Excerpts from a dataset

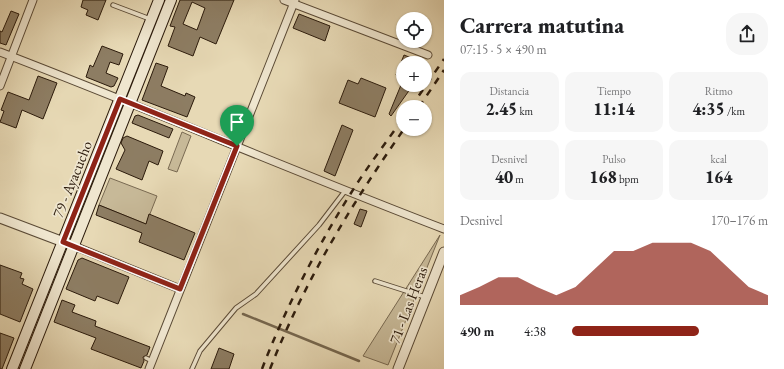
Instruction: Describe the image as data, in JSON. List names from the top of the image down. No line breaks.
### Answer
{"streets":{"main road":["79 - Ayacucho"],"street":["71 - Las Heras"]},"page":{"heading":["Carrera matutina","07:15 · 5 × 490 m"],"map_buttons":["+","−"],"stats":[["Distancia","2.45 km"],["Tiempo","11:14"],["Ritmo","4:35 /km"],["Desnivel","40 m"],["Pulso","168 bpm"],["kcal","164"]],"chart":["Desnivel","170–176 m"],"list":[{"name":"490 m","note":"4:38"}]}}
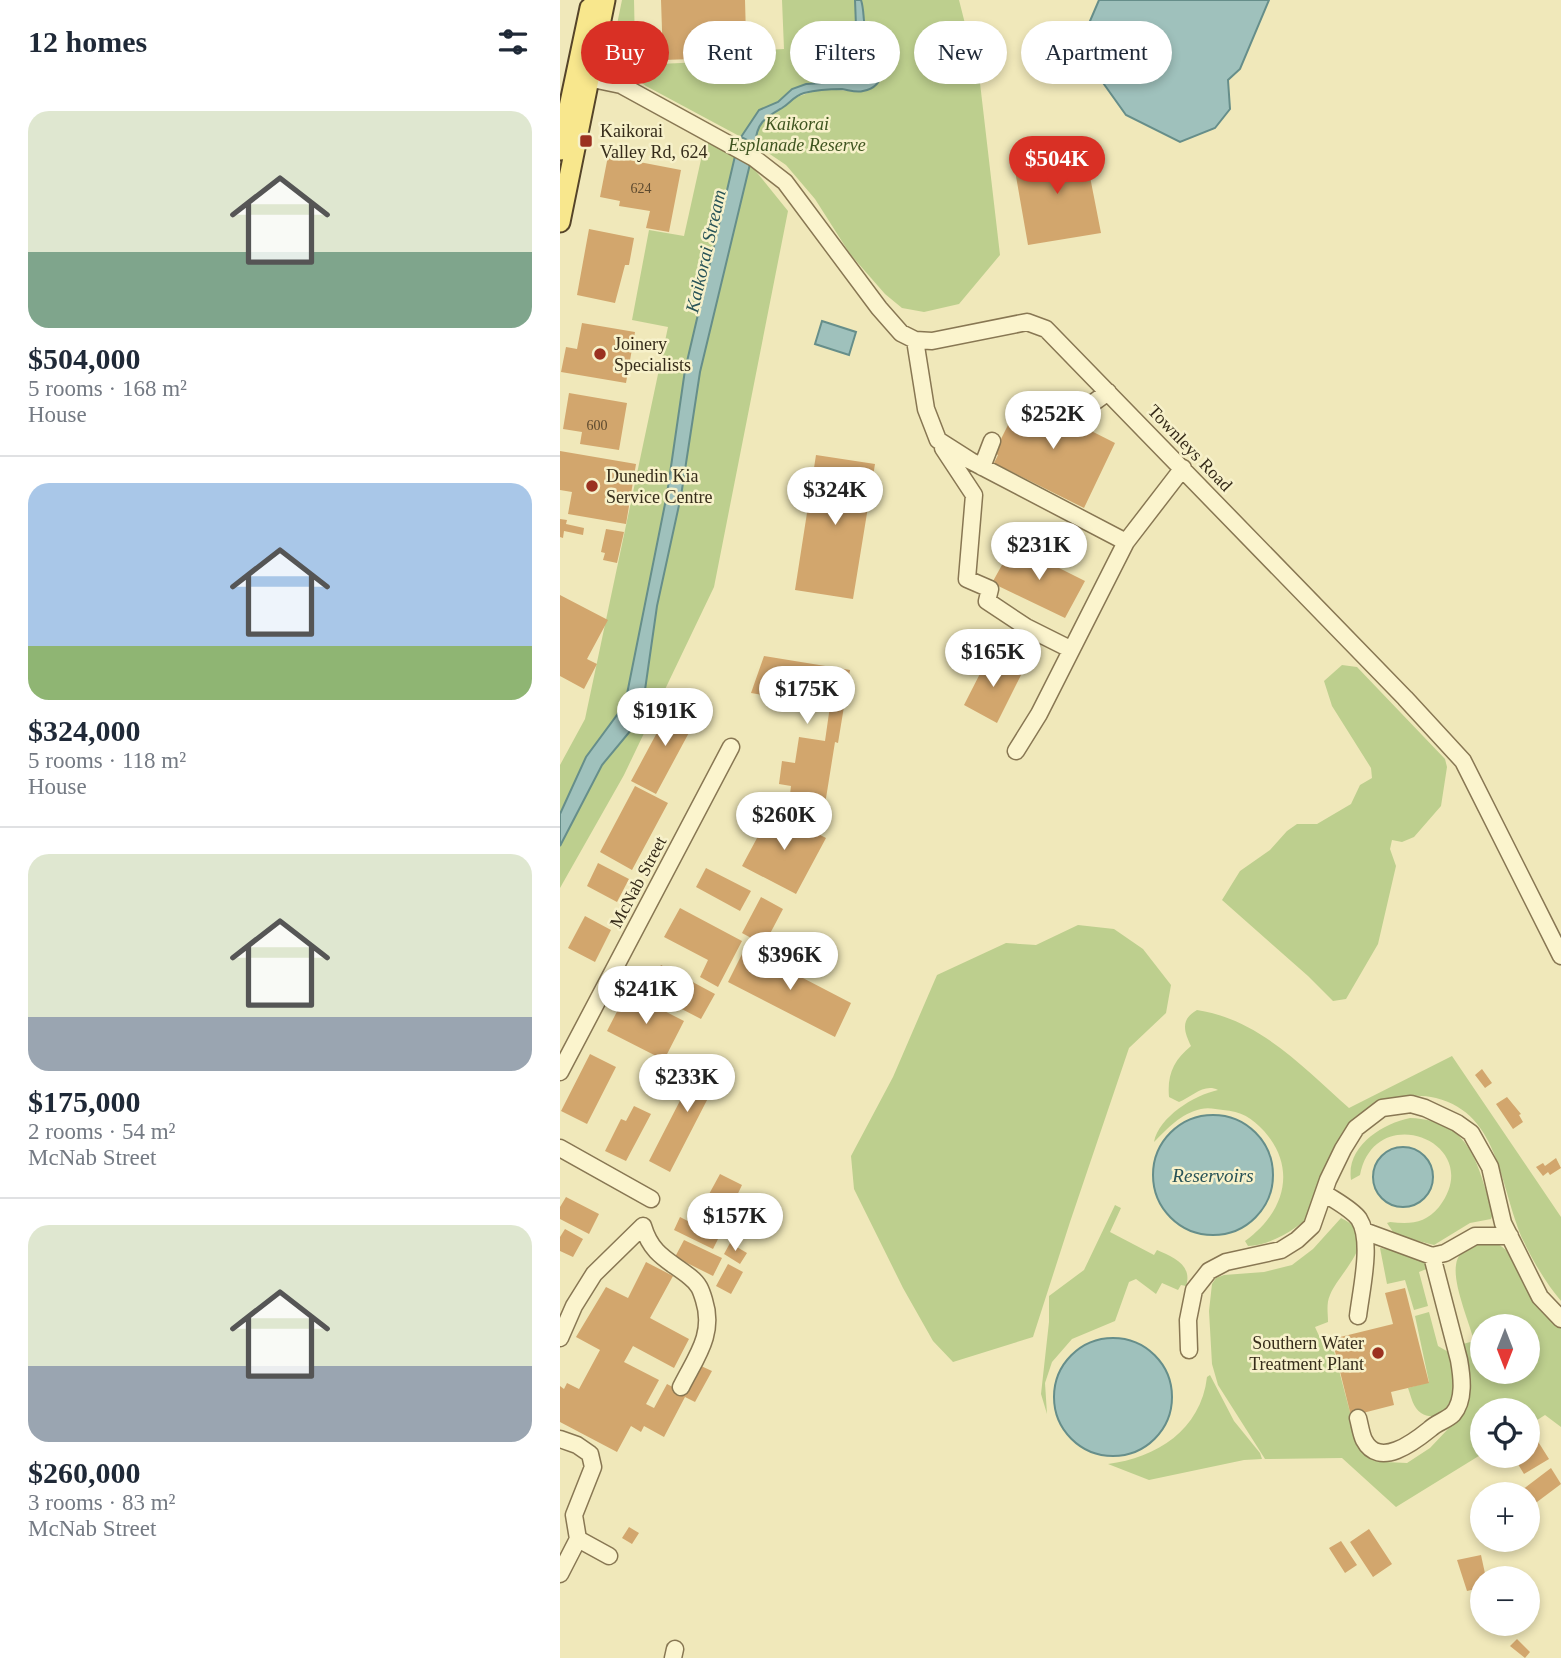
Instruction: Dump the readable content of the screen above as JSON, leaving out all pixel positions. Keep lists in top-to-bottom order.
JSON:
{
  "streets": {
    "street": ["Townleys Road", "McNab Street"]
  },
  "water": ["Kaikorai Stream", "Reservoirs"],
  "parks": ["Kaikorai Esplanade Reserve"],
  "places": {
    "transit": ["Kaikorai Valley Rd, 624"],
    "other": ["Joinery Specialists", "Dunedin Kia Service Centre", "Southern Water Treatment Plant"]
  },
  "house_numbers": ["624", "600"],
  "north": "bottom",
  "page": {
    "heading": "12 homes",
    "chip": [
      "Buy",
      "Rent",
      "Filters",
      "New",
      "Apartment"
    ],
    "list": [
      {
        "name": "$504,000",
        "note": "5 rooms · 168 m² · House"
      },
      {
        "name": "$324,000",
        "note": "5 rooms · 118 m² · House"
      },
      {
        "name": "$175,000",
        "note": "2 rooms · 54 m² · McNab Street"
      },
      {
        "name": "$260,000",
        "note": "3 rooms · 83 m² · McNab Street"
      }
    ],
    "price": [
      "$504K",
      "$252K",
      "$324K",
      "$231K",
      "$165K",
      "$175K",
      "$191K",
      "$260K",
      "$396K",
      "$241K",
      "$233K",
      "$157K"
    ],
    "map_buttons": ["+", "−"]
  }
}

--- WHAT YOU ARE ASKED TO DO ---
Please output all the data exactly as given, with the pictures omitted.

--- SOLVED PROBLEM ---
Instruction: Describe the image as data, in JSON. List names from the top of the image down. No line breaks.
### Answer
{"streets":{"main road":["79 - Ayacucho"],"street":["71 - Las Heras"]},"page":{"heading":["Carrera matutina","07:15 · 5 × 490 m"],"map_buttons":["+","−"],"stats":[["Distancia","2.45 km"],["Tiempo","11:14"],["Ritmo","4:35 /km"],["Desnivel","40 m"],["Pulso","168 bpm"],["kcal","164"]],"chart":["Desnivel","170–176 m"],"list":[{"name":"490 m","note":"4:38"}]}}
Instruction: Dump the readable content of the screen above as JSON, leaving out all pixel positions. Keep lists in top-to-bottom order.
JSON:
{
  "streets": {
    "street": ["Townleys Road", "McNab Street"]
  },
  "water": ["Kaikorai Stream", "Reservoirs"],
  "parks": ["Kaikorai Esplanade Reserve"],
  "places": {
    "transit": ["Kaikorai Valley Rd, 624"],
    "other": ["Joinery Specialists", "Dunedin Kia Service Centre", "Southern Water Treatment Plant"]
  },
  "house_numbers": ["624", "600"],
  "north": "bottom",
  "page": {
    "heading": "12 homes",
    "chip": [
      "Buy",
      "Rent",
      "Filters",
      "New",
      "Apartment"
    ],
    "list": [
      {
        "name": "$504,000",
        "note": "5 rooms · 168 m² · House"
      },
      {
        "name": "$324,000",
        "note": "5 rooms · 118 m² · House"
      },
      {
        "name": "$175,000",
        "note": "2 rooms · 54 m² · McNab Street"
      },
      {
        "name": "$260,000",
        "note": "3 rooms · 83 m² · McNab Street"
      }
    ],
    "price": [
      "$504K",
      "$252K",
      "$324K",
      "$231K",
      "$165K",
      "$175K",
      "$191K",
      "$260K",
      "$396K",
      "$241K",
      "$233K",
      "$157K"
    ],
    "map_buttons": ["+", "−"]
  }
}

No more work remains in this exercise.